Look through the data below and return each line where "linecap" appears.

[Saved data entries]
::::
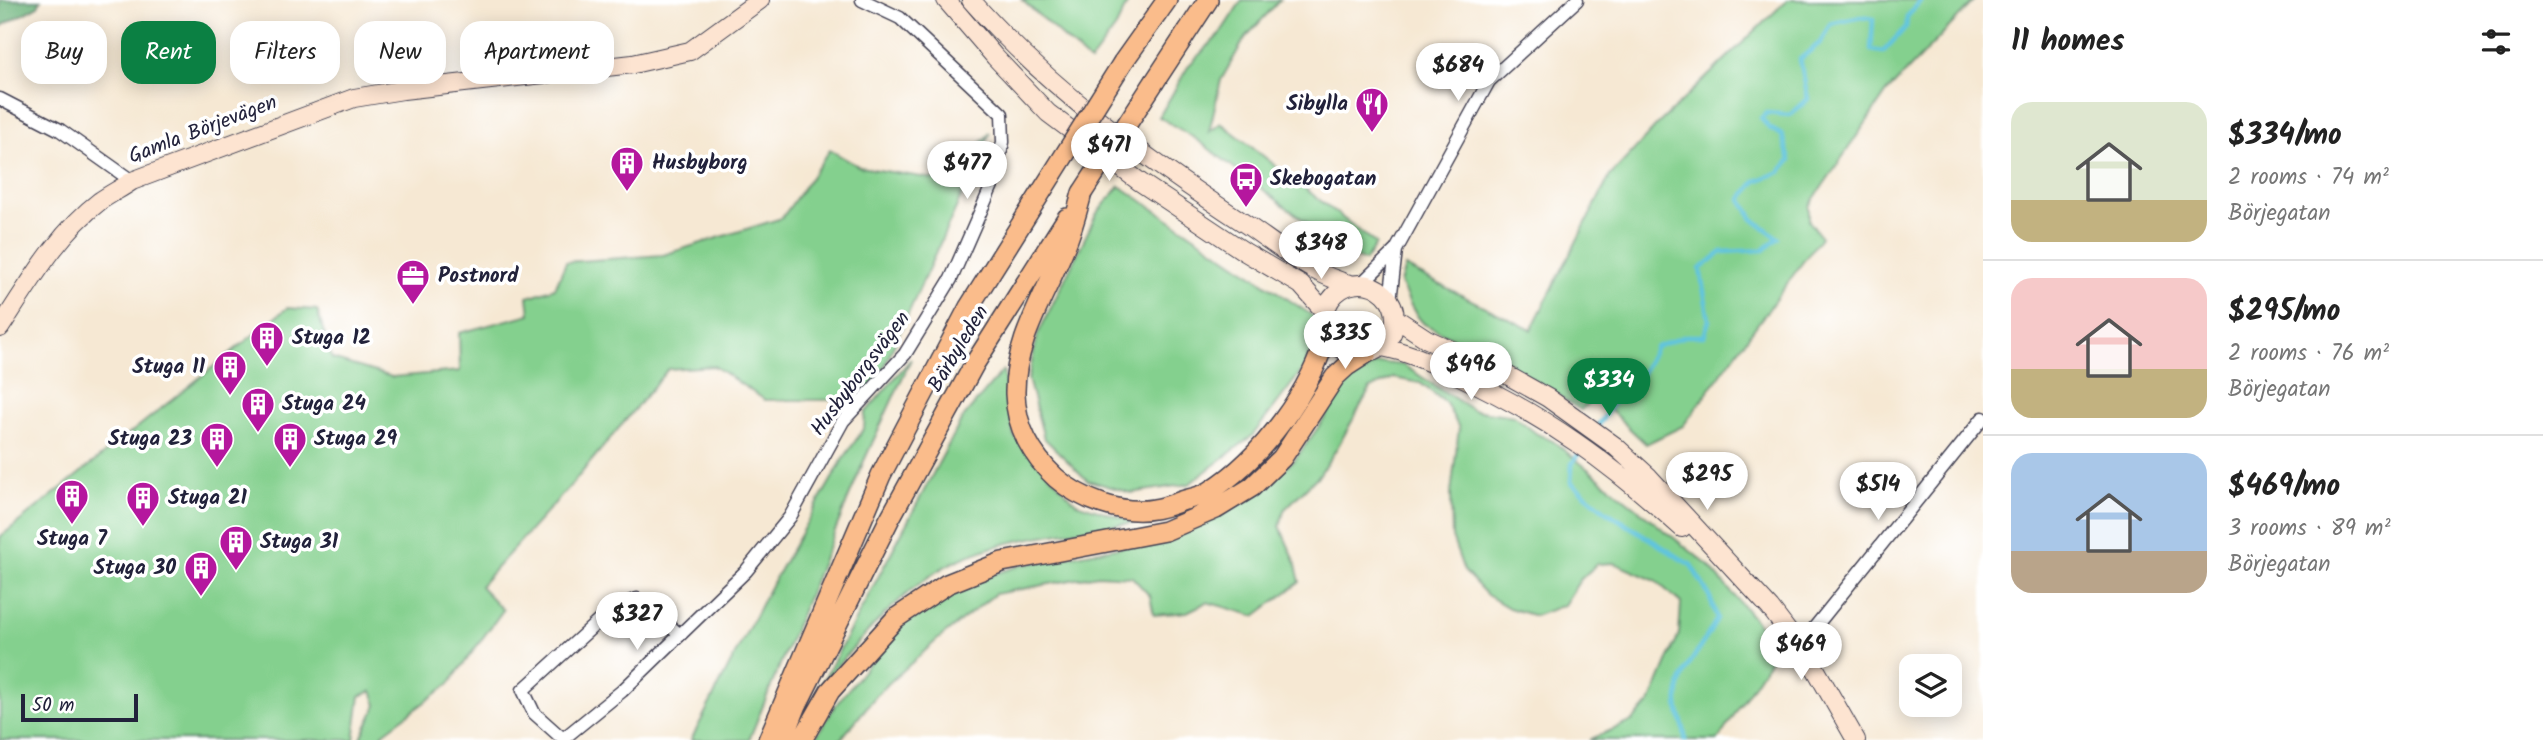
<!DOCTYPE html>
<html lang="en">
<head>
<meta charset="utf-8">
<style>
  body { margin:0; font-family:Kalam,sans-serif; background:#f6f6f6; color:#222; height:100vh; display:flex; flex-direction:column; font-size:26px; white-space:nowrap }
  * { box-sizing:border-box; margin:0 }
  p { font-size:23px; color:#767676 }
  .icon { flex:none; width:38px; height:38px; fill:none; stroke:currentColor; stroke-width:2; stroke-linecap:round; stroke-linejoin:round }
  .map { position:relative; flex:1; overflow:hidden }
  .sheet { display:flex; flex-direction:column; background:#fff; width:560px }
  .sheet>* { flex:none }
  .hud { position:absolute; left:21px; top:21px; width:665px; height:63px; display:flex; gap:14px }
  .controls { position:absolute; left:1899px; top:654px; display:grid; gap:14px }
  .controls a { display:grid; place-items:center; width:63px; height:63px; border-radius:14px; background:#fff; box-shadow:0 4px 18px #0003; font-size:35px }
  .scale { position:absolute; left:21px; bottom:18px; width:117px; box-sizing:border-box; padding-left:7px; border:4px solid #22223b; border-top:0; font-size:19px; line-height:24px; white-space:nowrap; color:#22223b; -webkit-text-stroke:5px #fff; paint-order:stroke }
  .price { position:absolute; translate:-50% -60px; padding:0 16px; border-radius:24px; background:#fff; color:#222; font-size:23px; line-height:46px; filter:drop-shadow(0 2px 4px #0008) }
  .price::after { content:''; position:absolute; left:50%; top:42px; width:21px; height:16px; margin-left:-10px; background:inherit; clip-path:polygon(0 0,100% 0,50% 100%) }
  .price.selected { background:#0b8043; color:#fff }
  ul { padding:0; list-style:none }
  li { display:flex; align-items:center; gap:21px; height:175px; padding:0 28px }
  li+li { border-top:2px solid #e0e0e0 }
  li span { display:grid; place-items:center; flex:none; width:196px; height:140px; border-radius:21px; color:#555 }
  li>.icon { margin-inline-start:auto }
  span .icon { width:84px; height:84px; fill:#fffc; stroke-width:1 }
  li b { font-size:30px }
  h2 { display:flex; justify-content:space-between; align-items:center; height:84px; padding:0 28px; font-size:30px }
  .chip { padding:0 24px; border-radius:21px; background:#fff; box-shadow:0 4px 18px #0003; font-size:24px; line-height:63px }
  .chip.selected { background:#0b8043; color:#fff }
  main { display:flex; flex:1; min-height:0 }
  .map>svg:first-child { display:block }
  .green { fill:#84d08e; stroke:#537964; stroke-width:2 }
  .forest { fill:#6bb279; stroke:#466a5a; stroke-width:2 }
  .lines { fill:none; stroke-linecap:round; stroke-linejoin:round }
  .stream { stroke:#60c4de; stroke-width:4.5 }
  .street-casing { stroke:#424052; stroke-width:15 }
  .secondary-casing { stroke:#424052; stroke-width:20 }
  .primary-casing { stroke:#424052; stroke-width:22 }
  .street { stroke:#fff; stroke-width:12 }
  .secondary { stroke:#fde4d1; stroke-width:18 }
  .primary { stroke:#fabc8b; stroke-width:19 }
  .primary-bridge-casing { stroke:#424052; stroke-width:22; stroke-linecap:butt }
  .primary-bridge { stroke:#fabc8b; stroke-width:19 }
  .labels { text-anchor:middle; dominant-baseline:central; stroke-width:7; stroke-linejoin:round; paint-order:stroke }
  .poi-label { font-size:21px; font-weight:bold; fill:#22223b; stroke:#fff; text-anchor:start }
  .street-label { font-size:21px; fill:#22223b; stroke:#fff }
</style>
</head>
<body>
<main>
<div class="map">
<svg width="1983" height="740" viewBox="0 0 1983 740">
  <rect width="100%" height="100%" fill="#fff"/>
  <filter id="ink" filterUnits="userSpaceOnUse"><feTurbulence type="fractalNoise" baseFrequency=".0143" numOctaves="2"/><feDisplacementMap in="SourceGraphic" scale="14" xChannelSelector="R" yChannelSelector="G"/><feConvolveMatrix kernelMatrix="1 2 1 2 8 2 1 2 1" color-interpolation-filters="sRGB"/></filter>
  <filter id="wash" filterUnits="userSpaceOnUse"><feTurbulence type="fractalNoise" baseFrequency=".00686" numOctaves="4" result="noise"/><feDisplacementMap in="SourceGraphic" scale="28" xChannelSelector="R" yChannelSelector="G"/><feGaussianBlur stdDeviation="1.57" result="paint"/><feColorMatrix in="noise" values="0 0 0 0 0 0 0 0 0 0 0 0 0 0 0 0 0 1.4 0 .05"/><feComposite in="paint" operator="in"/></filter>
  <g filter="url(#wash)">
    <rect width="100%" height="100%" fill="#f6e8d3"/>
    <path class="green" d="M1022,0h107l-13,27 -26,35z
      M1242,0h38l-35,38 -24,42 -12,52 12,-9 155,121 -11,17 -14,-5 -155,-117 -37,-22 30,-52 30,-30z
      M1787,0h188l-88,92 -78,114v15l12,16 -138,189 -37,18 -51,-48 -14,14 -61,-39 -96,-47c-12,-12 -16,-26 -24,-41l5,-16 126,63 79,-154 48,-52z
      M990,133l-115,254 -31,13h-79l-51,-34 -46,3 -95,114 -93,103 23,24 -54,74 -67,50 2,6h-24l17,-35 -5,-14 -12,5 -6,44h-354v-203l287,-229 30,2 15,49 60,18 68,-6 -1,-38 71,-19 -2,-17 27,-9 11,-26 97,-7 119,-37 48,-68 30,17 86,14z
      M1120,186l193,130 5,18 -14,34 -52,68 -63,48 -58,9 -44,-13 -43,-42 -16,-59 10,-45 59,-121z
      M911,359l-48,104 -114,277h-58l78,-151 73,-128 22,-33 1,-15z
      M1385,363l18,2 70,45 41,6 23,18 16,7 156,125 69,81 -60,93h-129l43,-19 18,-18 29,-69 2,-31 -25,-22 -42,-18 -17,1 -17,16 -16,25 -29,11 -26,-8 -22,-13 -23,-24 -12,-34 -1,-44 8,-65 -13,-25 -26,-20 -27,-5 -23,11 -33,59 -18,27 -35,35 -4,17 15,34 5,21 -45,34 -48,-14 -20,10 -33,3 -4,-19 -18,-19 -34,-2 -103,19 -58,46 -57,51 -40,49h-26l21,-34 68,-85 72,-41 47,-15 141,-26 99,-49 34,-32 31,-43 24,-42 9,-8z
      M1003,370l11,66 62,67 60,19c-60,9 -149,16 -200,50 -45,29 -79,72 -114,111l140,-264z"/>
    <path class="forest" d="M0,0h41l-3,6 -38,21z"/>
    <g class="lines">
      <path class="stream" d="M1596,429l17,-26 26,-24 17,-32 29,-11h19l5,-16 -9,-51 22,-17 42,-2 14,-12 -25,-19 -12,-20 15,-18 24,-9 10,-12 -8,-25 -13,-7 -8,-10 6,-5 23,2 18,-16 -8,-40 21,-17 9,-18 31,-7 12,2 -2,31 12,2 23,-25 1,-10 14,-17
        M1581,450l-9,14 -1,18 36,30 84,53 18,30 8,23c-11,26 -37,50 -39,79 -2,16 8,28 7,43"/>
    </g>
  </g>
  <g filter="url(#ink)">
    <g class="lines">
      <defs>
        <path id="street" d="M0,99l60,31 72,51
          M1361,284l35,-34 93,-169 88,-81
          M1390,301l6,-51
          M679,634l-42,-35 -24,9 -90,82 11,23 29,26 59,-48 124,-120 44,-54 53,-96 62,-67 46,-75 42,-96 10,-41 -1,-28 -102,-96 -38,-18
          M1799,647l184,-229"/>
        <path id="secondary" d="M946,0l49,57 53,56 92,69 105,70 56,33 24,27
          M971,0c79,90 177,160 276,225 35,24 65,50 106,60
          M1325 319a35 35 0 1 1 70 0a35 35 0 1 1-70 0Z
          M1395,318l32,21 80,36 41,23 67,48 34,31 121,131 42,55 44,77
          M0,328c29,-44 58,-95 100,-127 10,-7 22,-13 32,-20l222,-83 49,-8 230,-26 57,-13 70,-51
          M1382,347c27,5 51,17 75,28 88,40 153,88 225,153"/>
        <path id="primary" d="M1123,62l44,-62
          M1155,81l53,-81
          M1082,193c-5,19 -10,38 -18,56 -19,47 -50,93 -49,145 1,33 17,62 41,84 24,21 65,37 98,31 10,-1 21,-6 31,-9 8,-2 18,-4 25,-9 51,-32 103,-101 117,-160
          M768,740l113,-265 88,-168 83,-132
          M783,740l14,-35 92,-185 86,-157 92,-145
          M802,740l28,-49 66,-73 51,-34 55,-22 163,-31 51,-22 36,-22 30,-29 53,-81 12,-11 20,-13"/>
      </defs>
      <use href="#street" class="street-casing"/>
      <use href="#secondary" class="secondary-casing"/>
      <use href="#primary" class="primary-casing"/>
      <use href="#street" class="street"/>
      <use href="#secondary" class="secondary"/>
      <use href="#primary" class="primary"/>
      <defs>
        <path id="primary-bridge" d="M1052,175l71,-113
          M1082,193l73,-112"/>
      </defs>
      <use href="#primary-bridge" class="primary-bridge-casing"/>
      <use href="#primary-bridge" class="primary-bridge"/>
    </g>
  </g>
  <defs>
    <symbol id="restaurant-pin" viewBox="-11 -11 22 30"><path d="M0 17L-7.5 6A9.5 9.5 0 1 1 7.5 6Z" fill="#b5179e" stroke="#fff"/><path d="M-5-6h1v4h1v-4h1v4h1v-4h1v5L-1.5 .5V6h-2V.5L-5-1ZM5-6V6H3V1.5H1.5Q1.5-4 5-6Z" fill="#fff"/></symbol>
    <symbol id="building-pin" viewBox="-11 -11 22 30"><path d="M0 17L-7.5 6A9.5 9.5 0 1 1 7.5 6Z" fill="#b5179e" stroke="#fff"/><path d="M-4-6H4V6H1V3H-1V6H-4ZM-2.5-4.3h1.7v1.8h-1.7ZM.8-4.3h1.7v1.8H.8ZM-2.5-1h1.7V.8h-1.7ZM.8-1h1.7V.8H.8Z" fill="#fff"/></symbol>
    <symbol id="bus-pin" viewBox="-11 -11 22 30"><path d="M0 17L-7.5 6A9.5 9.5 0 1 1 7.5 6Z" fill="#b5179e" stroke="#fff"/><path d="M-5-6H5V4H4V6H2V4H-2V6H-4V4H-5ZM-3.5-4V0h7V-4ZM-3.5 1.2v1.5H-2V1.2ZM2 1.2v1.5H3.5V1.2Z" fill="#fff"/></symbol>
    <symbol id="office-pin" viewBox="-11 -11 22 30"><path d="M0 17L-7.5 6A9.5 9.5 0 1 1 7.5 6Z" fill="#b5179e" stroke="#fff"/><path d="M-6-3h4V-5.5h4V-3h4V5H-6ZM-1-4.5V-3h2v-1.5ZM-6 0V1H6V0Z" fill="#fff"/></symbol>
  </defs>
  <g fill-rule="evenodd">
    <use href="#restaurant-pin" x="1353" y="85" width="38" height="52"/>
    <use href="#building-pin" x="608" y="144" width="38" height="52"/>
    <use href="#bus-pin" x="1227" y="160" width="38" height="52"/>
    <use href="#office-pin" x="394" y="257" width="38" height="52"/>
    <use href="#building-pin" x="248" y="319" width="38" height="52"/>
    <use href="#building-pin" x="211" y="348" width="38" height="52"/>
    <use href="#building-pin" x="239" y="385" width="38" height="52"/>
    <use href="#building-pin" x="198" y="420" width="38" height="52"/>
    <use href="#building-pin" x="271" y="420" width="38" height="52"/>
    <use href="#building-pin" x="53" y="477" width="38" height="52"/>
    <use href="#building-pin" x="124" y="479" width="38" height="52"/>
    <use href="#building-pin" x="217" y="523" width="38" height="52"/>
    <use href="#building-pin" x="182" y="549" width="38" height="52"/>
  </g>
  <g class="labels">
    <g class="poi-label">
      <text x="1348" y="104" text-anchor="end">Sibylla</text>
      <text x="652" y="163">Husbyborg</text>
      <text x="1270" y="179">Skebogatan</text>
      <text x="438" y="276">Postnord</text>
      <text x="292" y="338">Stuga 12</text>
      <text x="205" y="367" text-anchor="end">Stuga 11</text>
      <text x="282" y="404">Stuga 24</text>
      <text x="192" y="439" text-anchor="end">Stuga 23</text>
      <text x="314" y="439">Stuga 29</text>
      <text x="168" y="498">Stuga 21</text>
      <text x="72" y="539" text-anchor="middle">Stuga 7</text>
      <text x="260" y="542">Stuga 31</text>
      <text x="176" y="568" text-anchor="end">Stuga 30</text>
    </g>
    <g class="street-label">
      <text transform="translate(203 130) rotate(-21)">Gamla Börjevägen</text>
      <text transform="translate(959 349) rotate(-59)">Bärbyleden</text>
      <text transform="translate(861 374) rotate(-53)">Husbyborgsvägen</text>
    </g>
  </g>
</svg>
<div class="controls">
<a><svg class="icon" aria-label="layers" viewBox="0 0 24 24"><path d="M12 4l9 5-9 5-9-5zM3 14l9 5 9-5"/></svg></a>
</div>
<div class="scale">50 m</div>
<b class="price" style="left:1458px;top:103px">$684</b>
<b class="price" style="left:1109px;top:183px">$471</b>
<b class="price" style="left:967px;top:201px">$477</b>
<b class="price" style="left:1321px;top:281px">$348</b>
<b class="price" style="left:1345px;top:371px">$335</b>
<b class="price" style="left:1471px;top:402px">$496</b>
<b class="price selected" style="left:1609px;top:418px">$334</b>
<b class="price" style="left:1707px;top:512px">$295</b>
<b class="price" style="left:1878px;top:522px">$514</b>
<b class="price" style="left:637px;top:652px">$327</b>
<b class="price" style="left:1801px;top:682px">$469</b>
<div class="hud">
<a class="chip">Buy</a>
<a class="chip selected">Rent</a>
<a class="chip">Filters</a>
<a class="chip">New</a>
<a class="chip">Apartment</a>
</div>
</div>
<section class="sheet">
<h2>11 homes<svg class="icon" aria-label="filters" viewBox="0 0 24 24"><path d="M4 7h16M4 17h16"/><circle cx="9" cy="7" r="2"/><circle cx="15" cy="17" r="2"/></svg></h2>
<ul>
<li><span style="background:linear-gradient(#dfe7d0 70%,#c2b280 0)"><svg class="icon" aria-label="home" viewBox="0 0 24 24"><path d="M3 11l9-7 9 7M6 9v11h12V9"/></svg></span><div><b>$334/mo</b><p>2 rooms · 74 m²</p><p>Börjegatan</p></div></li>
<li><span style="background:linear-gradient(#f6c9c9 65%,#c2b280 0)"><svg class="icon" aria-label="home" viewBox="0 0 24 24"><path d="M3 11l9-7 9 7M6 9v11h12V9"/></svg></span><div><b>$295/mo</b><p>2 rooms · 76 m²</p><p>Börjegatan</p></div></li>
<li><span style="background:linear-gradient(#a9c7e8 70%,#b9a48a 0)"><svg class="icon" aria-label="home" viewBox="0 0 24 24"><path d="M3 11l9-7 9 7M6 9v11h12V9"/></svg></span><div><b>$469/mo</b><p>3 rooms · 89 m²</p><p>Börjegatan</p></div></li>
</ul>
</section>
</main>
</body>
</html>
::::
## Reply to the task
  .icon { flex:none; width:38px; height:38px; fill:none; stroke:currentColor; stroke-width:2; stroke-linecap:round; stroke-linejoin:round }
  .lines { fill:none; stroke-linecap:round; stroke-linejoin:round }
  .primary-bridge-casing { stroke:#424052; stroke-width:22; stroke-linecap:butt }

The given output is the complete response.